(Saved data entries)
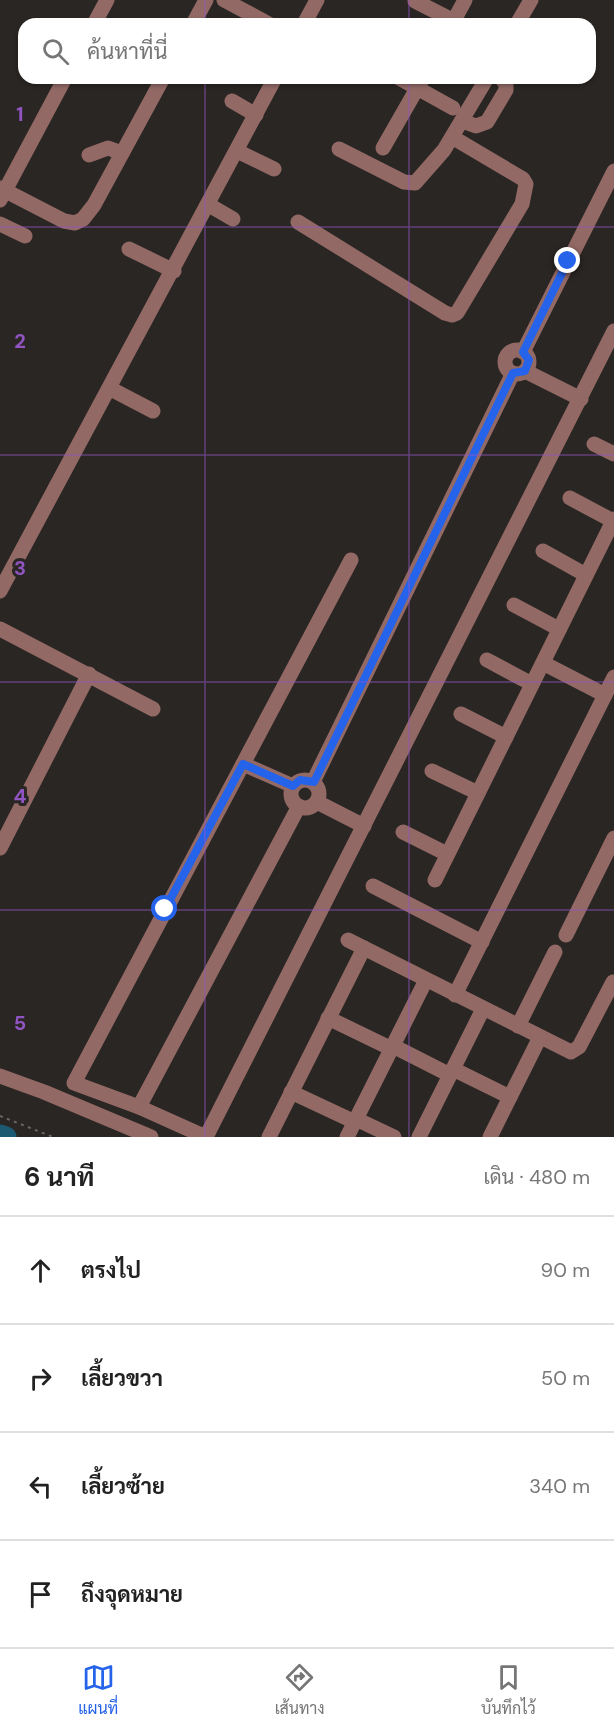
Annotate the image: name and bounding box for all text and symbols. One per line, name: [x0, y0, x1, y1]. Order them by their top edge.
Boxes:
search box: [18, 18, 596, 84]
icon: search: [39, 35, 72, 68]
text: ค้นหาที่นี่: [87, 37, 167, 66]
text: 1: [16, 101, 24, 127]
route end: [554, 247, 580, 273]
text: 2: [14, 328, 26, 354]
text: 3: [14, 555, 26, 581]
text: 4: [14, 783, 27, 809]
route start: [151, 895, 177, 921]
text: 5: [14, 1010, 26, 1036]
text: 6 นาที: [24, 1160, 94, 1194]
text: เดิน · 480 m: [484, 1164, 590, 1190]
icon: ahead: [24, 1254, 57, 1287]
text: ตรงไป: [81, 1256, 141, 1285]
text: 90 m: [541, 1257, 590, 1283]
icon: right: [24, 1362, 57, 1395]
text: เลี้ยวขวา: [81, 1364, 163, 1393]
text: 50 m: [541, 1365, 590, 1391]
icon: left: [24, 1470, 57, 1503]
text: เลี้ยวซ้าย: [81, 1472, 165, 1501]
text: 340 m: [529, 1473, 590, 1499]
icon: arrive: [24, 1578, 57, 1611]
text: ถึงจุดหมาย: [81, 1580, 183, 1609]
tab: แผนที่: [78, 1661, 118, 1719]
tab: เส้นทาง: [275, 1661, 325, 1719]
tab: บันทึกไว้: [481, 1661, 536, 1719]

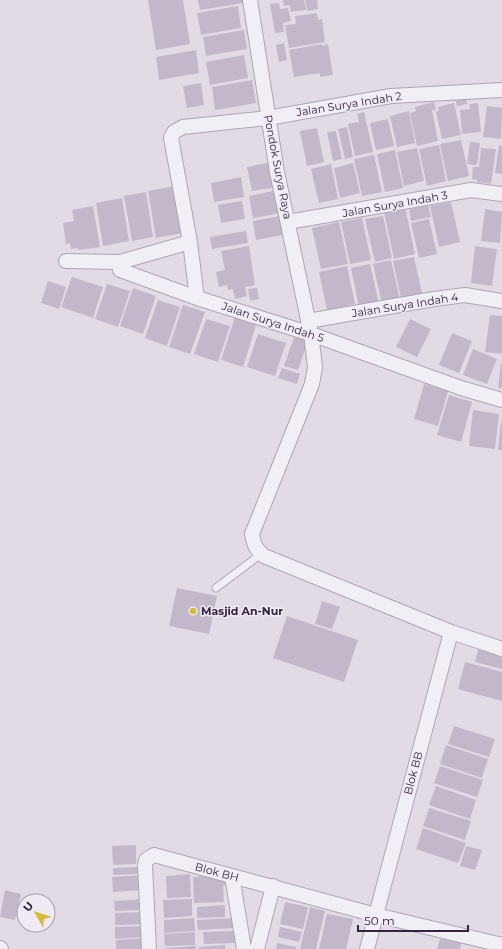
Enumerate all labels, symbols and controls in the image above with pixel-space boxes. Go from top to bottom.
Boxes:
street label: Jalan Surya Indah 2 [294,89,403,119]
street label: Pondok Surya Raya [261,114,295,220]
street label: Jalan Surya Indah 3 [340,188,449,220]
street label: Jalan Surya Indah 4 [350,290,460,320]
street label: Jalan Surya Indah 5 [219,299,326,345]
place label: Masjid An-Nur [201,604,283,618]
marker: Masjid An-Nur [188,606,198,616]
street label: Blok BB [401,750,425,796]
street label: Blok BH [194,859,240,885]
north arrow [16,893,56,933]
text: U [20,899,36,914]
scale bar [358,907,468,933]
text: 50 m [364,913,395,928]

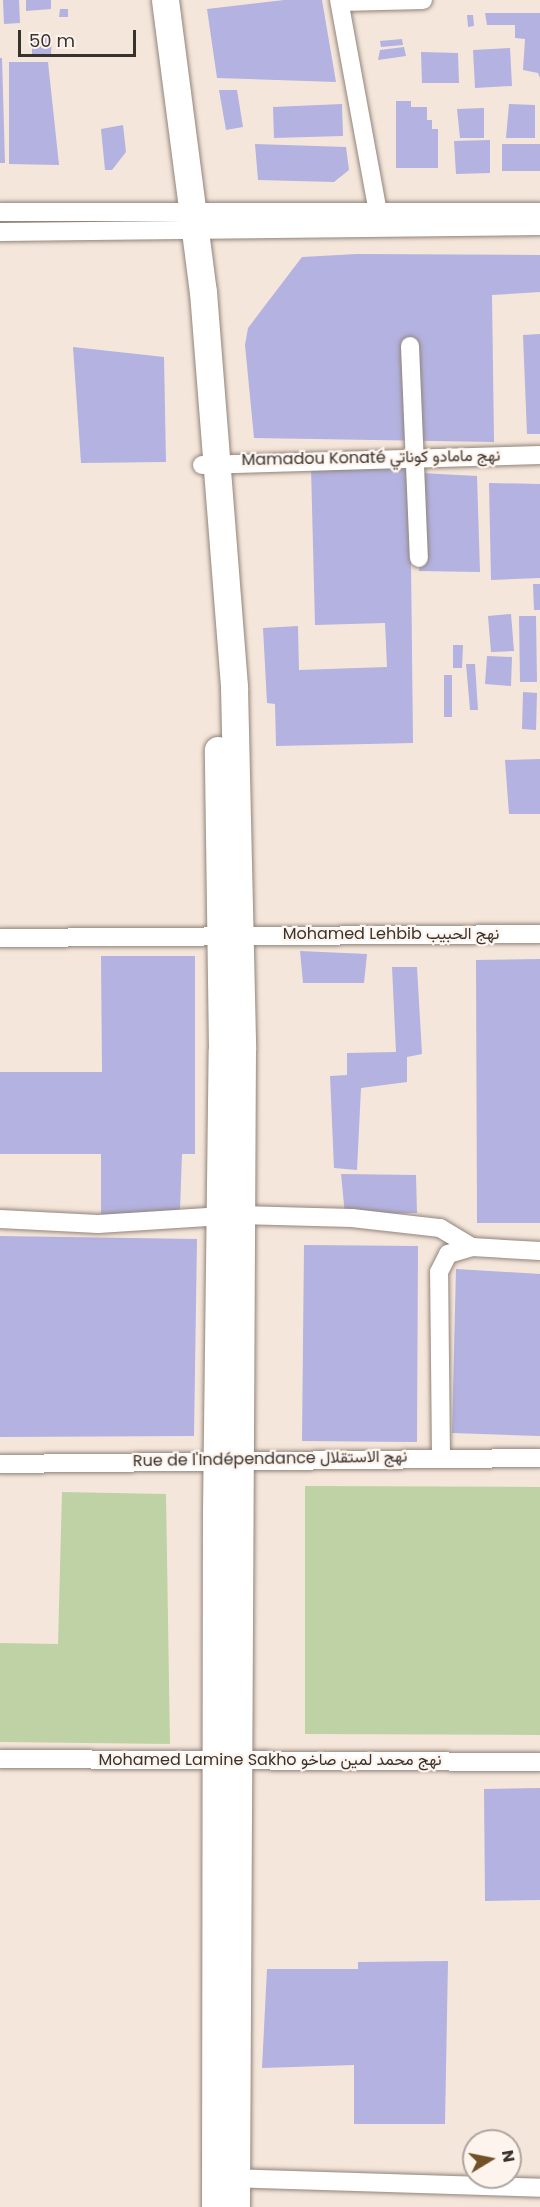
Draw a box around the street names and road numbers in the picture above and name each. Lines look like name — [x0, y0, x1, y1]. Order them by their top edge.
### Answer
street label: Mamadou Konaté نهج مامادو كوناتي — [241, 446, 501, 470]
street label: Mohamed Lehbib نهج الحبيب — [283, 924, 499, 944]
street label: Rue de l'Indépendance نهج الاستقلال — [133, 1447, 407, 1471]
street label: Mohamed Lamine Sakho نهج محمد لمين صاخو — [99, 1750, 441, 1770]

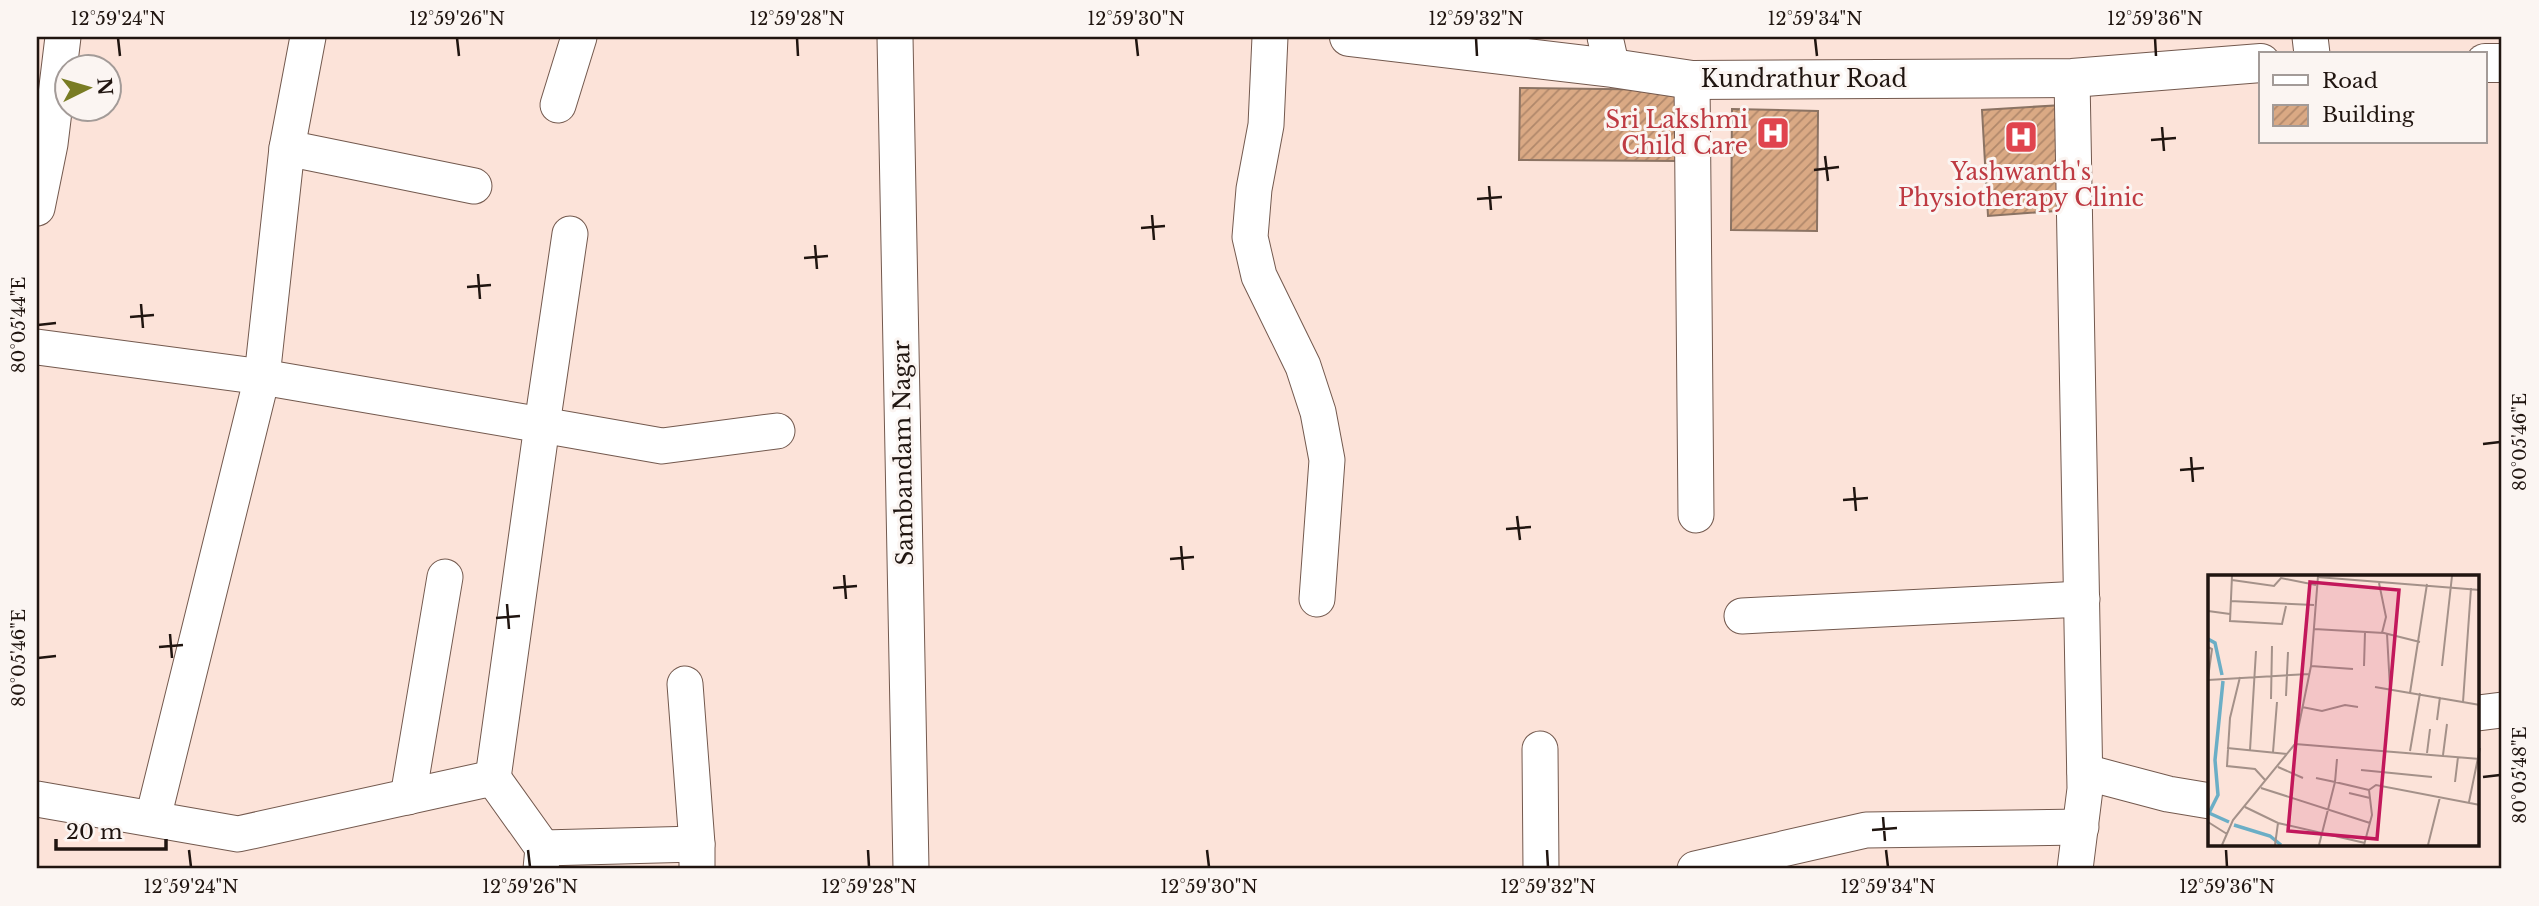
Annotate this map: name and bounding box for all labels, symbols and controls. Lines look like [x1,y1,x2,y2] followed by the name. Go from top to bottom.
[71,8,165,30] text: 12°59'24"N
[409,8,505,30] text: 12°59'26"N
[749,8,845,30] text: 12°59'28"N
[1087,8,1185,30] text: 12°59'30"N
[1428,8,1524,30] text: 12°59'32"N
[1768,8,1862,30] text: 12°59'34"N
[2107,8,2203,30] text: 12°59'36"N
[52,52,122,122] north arrow
[2259,52,2486,144] legend
[1701,65,1907,93] street label: Kundrathur Road
[2322,68,2378,94] text: Road
[92,77,117,97] text: N
[2322,102,2415,128] text: Building
[1605,106,1748,160] place label: Sri Lakshmi Child Care
[1754,114,1792,152] hospital icon: Sri Lakshmi Child Care
[2002,118,2040,156] hospital icon: Yashwanth's Physiotherapy Clinic
[1898,158,2144,212] place label: Yashwanth's Physiotherapy Clinic
[8,277,30,373] text: 80°05'44"E
[887,340,919,566] street label: Sambandam Nagar
[2509,393,2531,491] text: 80°05'46"E
[2208,575,2480,846] inset map
[8,609,30,707] text: 80°05'46"E
[2509,726,2531,824] text: 80°05'48"E
[56,808,166,852] scale bar
[66,819,123,845] text: 20 m
[144,876,238,898] text: 12°59'24"N
[482,876,578,898] text: 12°59'26"N
[821,876,917,898] text: 12°59'28"N
[1160,876,1258,898] text: 12°59'30"N
[1500,876,1596,898] text: 12°59'32"N
[1841,876,1935,898] text: 12°59'34"N
[2179,876,2275,898] text: 12°59'36"N

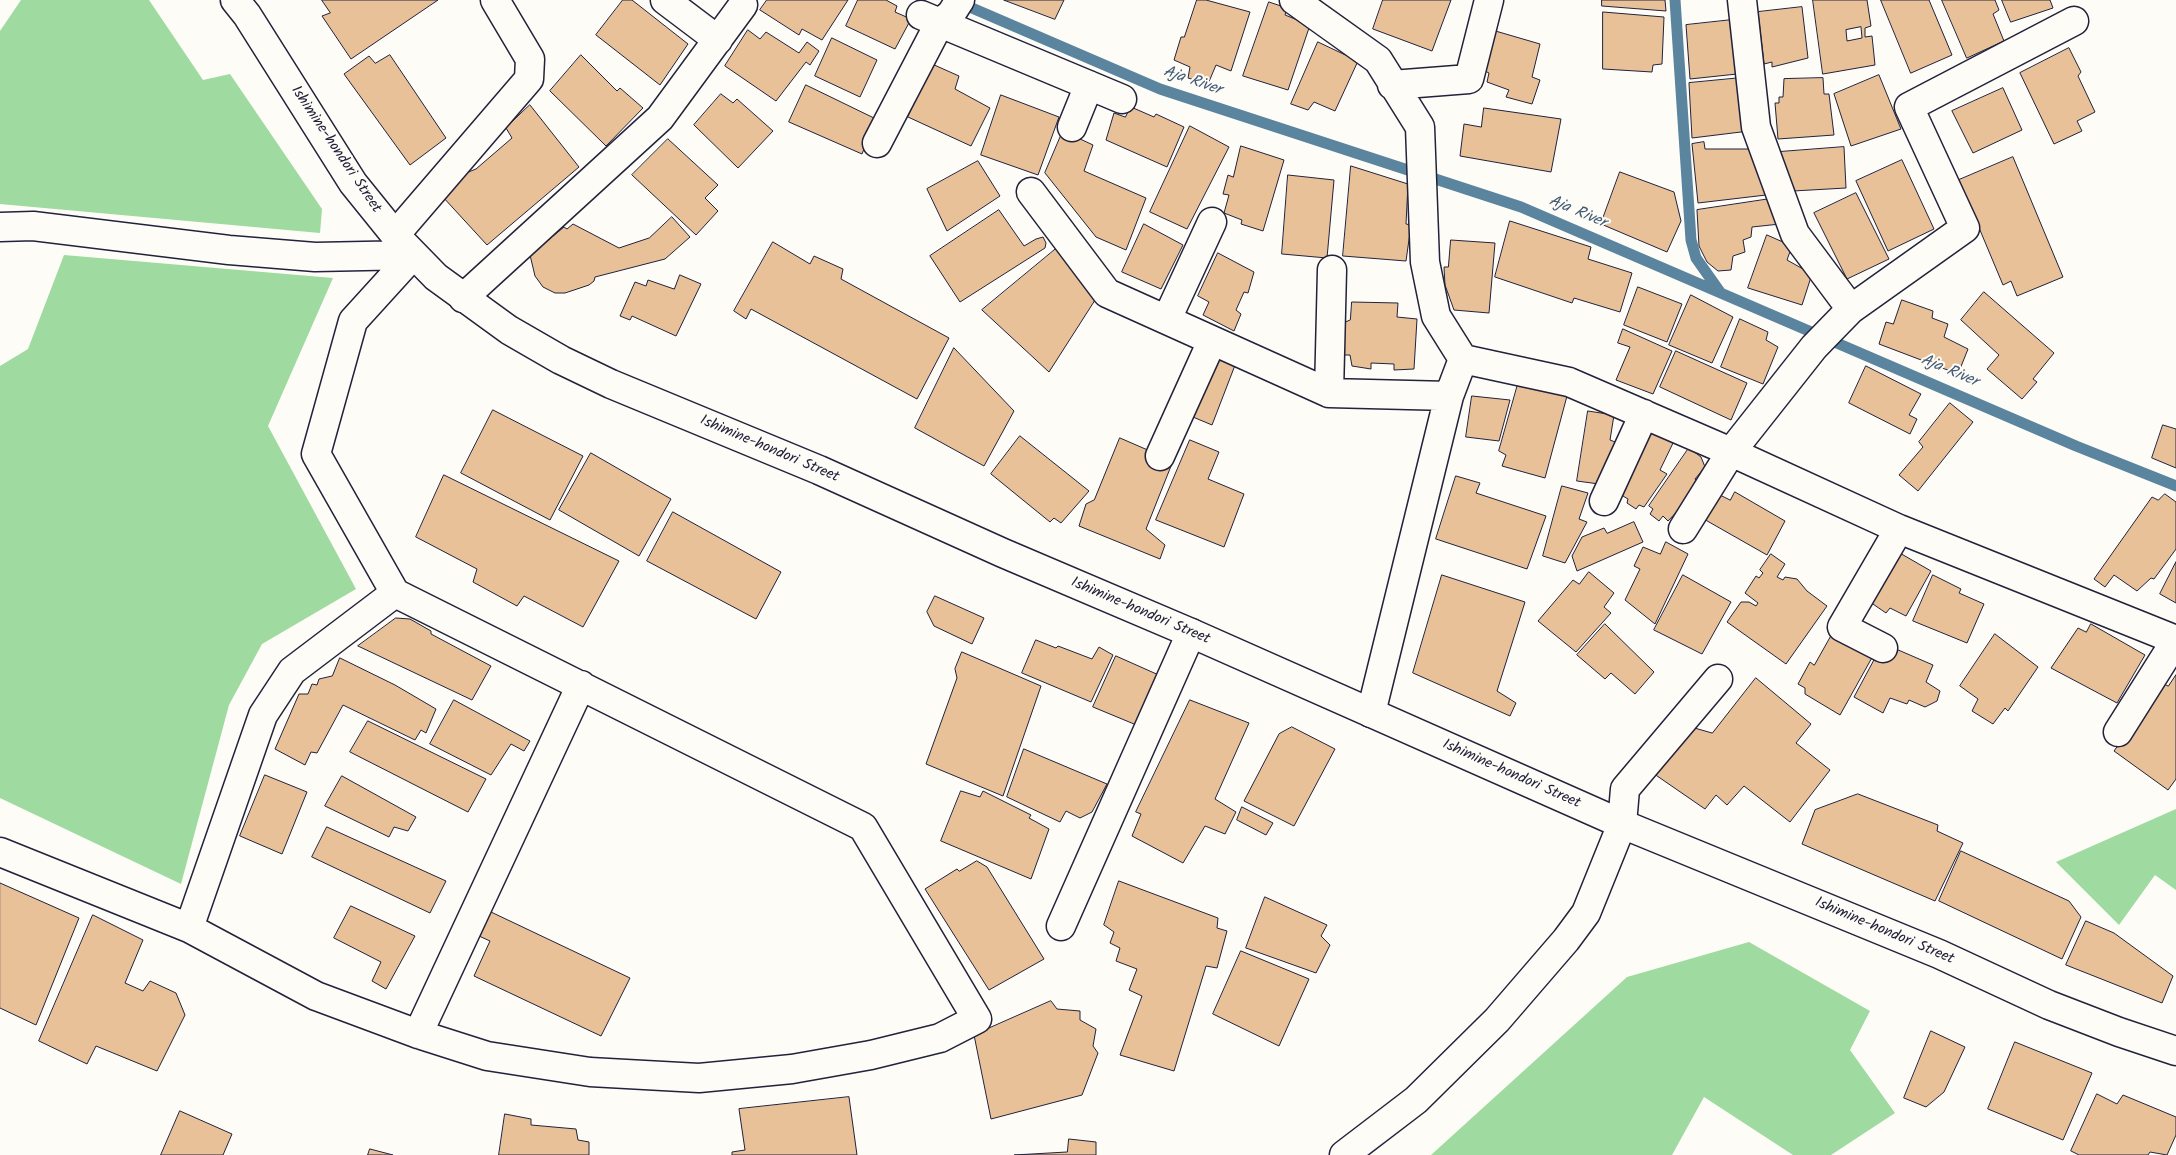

TASK TO CARRY OUT:
Count how many lines above include the word "edge" and answer with that figure only.

WRITTEN REPLY:
2